▶ [Task to complete] Repeat, line for line, the entries printed below.

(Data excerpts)
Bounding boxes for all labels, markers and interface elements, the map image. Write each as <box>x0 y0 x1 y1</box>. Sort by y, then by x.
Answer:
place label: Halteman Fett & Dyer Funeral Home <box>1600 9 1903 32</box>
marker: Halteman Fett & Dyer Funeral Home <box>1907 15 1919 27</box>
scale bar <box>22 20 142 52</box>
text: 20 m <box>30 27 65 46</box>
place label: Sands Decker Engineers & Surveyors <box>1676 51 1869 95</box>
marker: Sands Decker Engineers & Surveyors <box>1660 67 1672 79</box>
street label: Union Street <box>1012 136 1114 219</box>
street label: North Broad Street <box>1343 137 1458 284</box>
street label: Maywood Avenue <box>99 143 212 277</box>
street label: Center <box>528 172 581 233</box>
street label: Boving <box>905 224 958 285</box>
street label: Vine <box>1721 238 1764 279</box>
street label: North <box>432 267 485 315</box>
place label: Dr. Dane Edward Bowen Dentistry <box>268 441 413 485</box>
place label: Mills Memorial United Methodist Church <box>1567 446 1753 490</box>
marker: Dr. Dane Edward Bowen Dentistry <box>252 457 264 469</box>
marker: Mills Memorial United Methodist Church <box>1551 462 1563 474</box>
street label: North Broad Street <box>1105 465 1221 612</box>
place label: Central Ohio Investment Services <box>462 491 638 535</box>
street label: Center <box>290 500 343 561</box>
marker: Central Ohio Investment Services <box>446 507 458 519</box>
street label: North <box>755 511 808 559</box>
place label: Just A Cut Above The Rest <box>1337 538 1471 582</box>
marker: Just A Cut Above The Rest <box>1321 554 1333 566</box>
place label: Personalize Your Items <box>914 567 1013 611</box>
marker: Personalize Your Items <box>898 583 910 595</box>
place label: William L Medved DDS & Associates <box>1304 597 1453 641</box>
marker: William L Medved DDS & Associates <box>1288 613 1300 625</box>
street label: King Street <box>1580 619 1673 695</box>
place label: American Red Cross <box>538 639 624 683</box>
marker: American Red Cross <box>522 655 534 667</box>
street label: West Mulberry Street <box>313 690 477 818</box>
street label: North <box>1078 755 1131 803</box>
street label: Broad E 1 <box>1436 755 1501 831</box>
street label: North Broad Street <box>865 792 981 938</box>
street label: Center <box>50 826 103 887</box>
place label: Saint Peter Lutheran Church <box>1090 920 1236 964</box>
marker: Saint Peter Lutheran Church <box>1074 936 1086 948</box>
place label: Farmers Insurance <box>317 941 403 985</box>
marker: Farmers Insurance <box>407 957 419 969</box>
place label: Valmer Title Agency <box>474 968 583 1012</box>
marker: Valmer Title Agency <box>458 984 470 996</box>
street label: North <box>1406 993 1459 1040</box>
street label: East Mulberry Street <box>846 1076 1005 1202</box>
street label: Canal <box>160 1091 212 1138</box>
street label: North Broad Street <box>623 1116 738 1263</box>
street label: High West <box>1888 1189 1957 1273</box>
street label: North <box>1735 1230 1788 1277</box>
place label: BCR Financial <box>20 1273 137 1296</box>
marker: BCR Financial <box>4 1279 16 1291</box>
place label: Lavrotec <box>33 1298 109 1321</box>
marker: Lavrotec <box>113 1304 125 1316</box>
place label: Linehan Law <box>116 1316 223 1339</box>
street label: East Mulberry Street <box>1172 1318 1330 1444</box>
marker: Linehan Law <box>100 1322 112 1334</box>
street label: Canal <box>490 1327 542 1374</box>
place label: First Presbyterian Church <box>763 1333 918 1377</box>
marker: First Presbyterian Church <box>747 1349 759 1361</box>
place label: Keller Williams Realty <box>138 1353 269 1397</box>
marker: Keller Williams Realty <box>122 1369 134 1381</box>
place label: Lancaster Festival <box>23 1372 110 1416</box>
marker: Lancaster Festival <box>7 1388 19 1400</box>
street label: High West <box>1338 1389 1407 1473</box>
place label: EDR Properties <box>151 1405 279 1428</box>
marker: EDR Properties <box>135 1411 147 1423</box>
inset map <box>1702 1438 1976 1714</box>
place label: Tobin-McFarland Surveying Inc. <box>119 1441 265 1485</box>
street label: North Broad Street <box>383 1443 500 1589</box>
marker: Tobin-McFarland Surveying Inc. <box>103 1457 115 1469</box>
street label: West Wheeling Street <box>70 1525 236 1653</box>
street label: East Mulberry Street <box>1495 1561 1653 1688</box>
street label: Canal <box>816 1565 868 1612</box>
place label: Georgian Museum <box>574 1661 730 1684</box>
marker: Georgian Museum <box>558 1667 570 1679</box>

▶ [Answer to the exercise]
Bounding boxes for all labels, markers and interface elements, the map image. Write each as <box>x0 y0 x1 y1</box>. Sort by y, then by x.
Answer:
place label: Halteman Fett & Dyer Funeral Home <box>1600 9 1903 32</box>
marker: Halteman Fett & Dyer Funeral Home <box>1907 15 1919 27</box>
scale bar <box>22 20 142 52</box>
text: 20 m <box>30 27 65 46</box>
place label: Sands Decker Engineers & Surveyors <box>1676 51 1869 95</box>
marker: Sands Decker Engineers & Surveyors <box>1660 67 1672 79</box>
street label: Union Street <box>1012 136 1114 219</box>
street label: North Broad Street <box>1343 137 1458 284</box>
street label: Maywood Avenue <box>99 143 212 277</box>
street label: Center <box>528 172 581 233</box>
street label: Boving <box>905 224 958 285</box>
street label: Vine <box>1721 238 1764 279</box>
street label: North <box>432 267 485 315</box>
place label: Dr. Dane Edward Bowen Dentistry <box>268 441 413 485</box>
place label: Mills Memorial United Methodist Church <box>1567 446 1753 490</box>
marker: Dr. Dane Edward Bowen Dentistry <box>252 457 264 469</box>
marker: Mills Memorial United Methodist Church <box>1551 462 1563 474</box>
street label: North Broad Street <box>1105 465 1221 612</box>
place label: Central Ohio Investment Services <box>462 491 638 535</box>
street label: Center <box>290 500 343 561</box>
marker: Central Ohio Investment Services <box>446 507 458 519</box>
street label: North <box>755 511 808 559</box>
place label: Just A Cut Above The Rest <box>1337 538 1471 582</box>
marker: Just A Cut Above The Rest <box>1321 554 1333 566</box>
place label: Personalize Your Items <box>914 567 1013 611</box>
marker: Personalize Your Items <box>898 583 910 595</box>
place label: William L Medved DDS & Associates <box>1304 597 1453 641</box>
marker: William L Medved DDS & Associates <box>1288 613 1300 625</box>
street label: King Street <box>1580 619 1673 695</box>
place label: American Red Cross <box>538 639 624 683</box>
marker: American Red Cross <box>522 655 534 667</box>
street label: West Mulberry Street <box>313 690 477 818</box>
street label: North <box>1078 755 1131 803</box>
street label: Broad E 1 <box>1436 755 1501 831</box>
street label: North Broad Street <box>865 792 981 938</box>
street label: Center <box>50 826 103 887</box>
place label: Saint Peter Lutheran Church <box>1090 920 1236 964</box>
marker: Saint Peter Lutheran Church <box>1074 936 1086 948</box>
place label: Farmers Insurance <box>317 941 403 985</box>
marker: Farmers Insurance <box>407 957 419 969</box>
place label: Valmer Title Agency <box>474 968 583 1012</box>
marker: Valmer Title Agency <box>458 984 470 996</box>
street label: North <box>1406 993 1459 1040</box>
street label: East Mulberry Street <box>846 1076 1005 1202</box>
street label: Canal <box>160 1091 212 1138</box>
street label: North Broad Street <box>623 1116 738 1263</box>
street label: High West <box>1888 1189 1957 1273</box>
street label: North <box>1735 1230 1788 1277</box>
place label: BCR Financial <box>20 1273 137 1296</box>
marker: BCR Financial <box>4 1279 16 1291</box>
place label: Lavrotec <box>33 1298 109 1321</box>
marker: Lavrotec <box>113 1304 125 1316</box>
place label: Linehan Law <box>116 1316 223 1339</box>
street label: East Mulberry Street <box>1172 1318 1330 1444</box>
marker: Linehan Law <box>100 1322 112 1334</box>
street label: Canal <box>490 1327 542 1374</box>
place label: First Presbyterian Church <box>763 1333 918 1377</box>
marker: First Presbyterian Church <box>747 1349 759 1361</box>
place label: Keller Williams Realty <box>138 1353 269 1397</box>
marker: Keller Williams Realty <box>122 1369 134 1381</box>
place label: Lancaster Festival <box>23 1372 110 1416</box>
marker: Lancaster Festival <box>7 1388 19 1400</box>
street label: High West <box>1338 1389 1407 1473</box>
place label: EDR Properties <box>151 1405 279 1428</box>
marker: EDR Properties <box>135 1411 147 1423</box>
inset map <box>1702 1438 1976 1714</box>
place label: Tobin-McFarland Surveying Inc. <box>119 1441 265 1485</box>
street label: North Broad Street <box>383 1443 500 1589</box>
marker: Tobin-McFarland Surveying Inc. <box>103 1457 115 1469</box>
street label: West Wheeling Street <box>70 1525 236 1653</box>
street label: East Mulberry Street <box>1495 1561 1653 1688</box>
street label: Canal <box>816 1565 868 1612</box>
place label: Georgian Museum <box>574 1661 730 1684</box>
marker: Georgian Museum <box>558 1667 570 1679</box>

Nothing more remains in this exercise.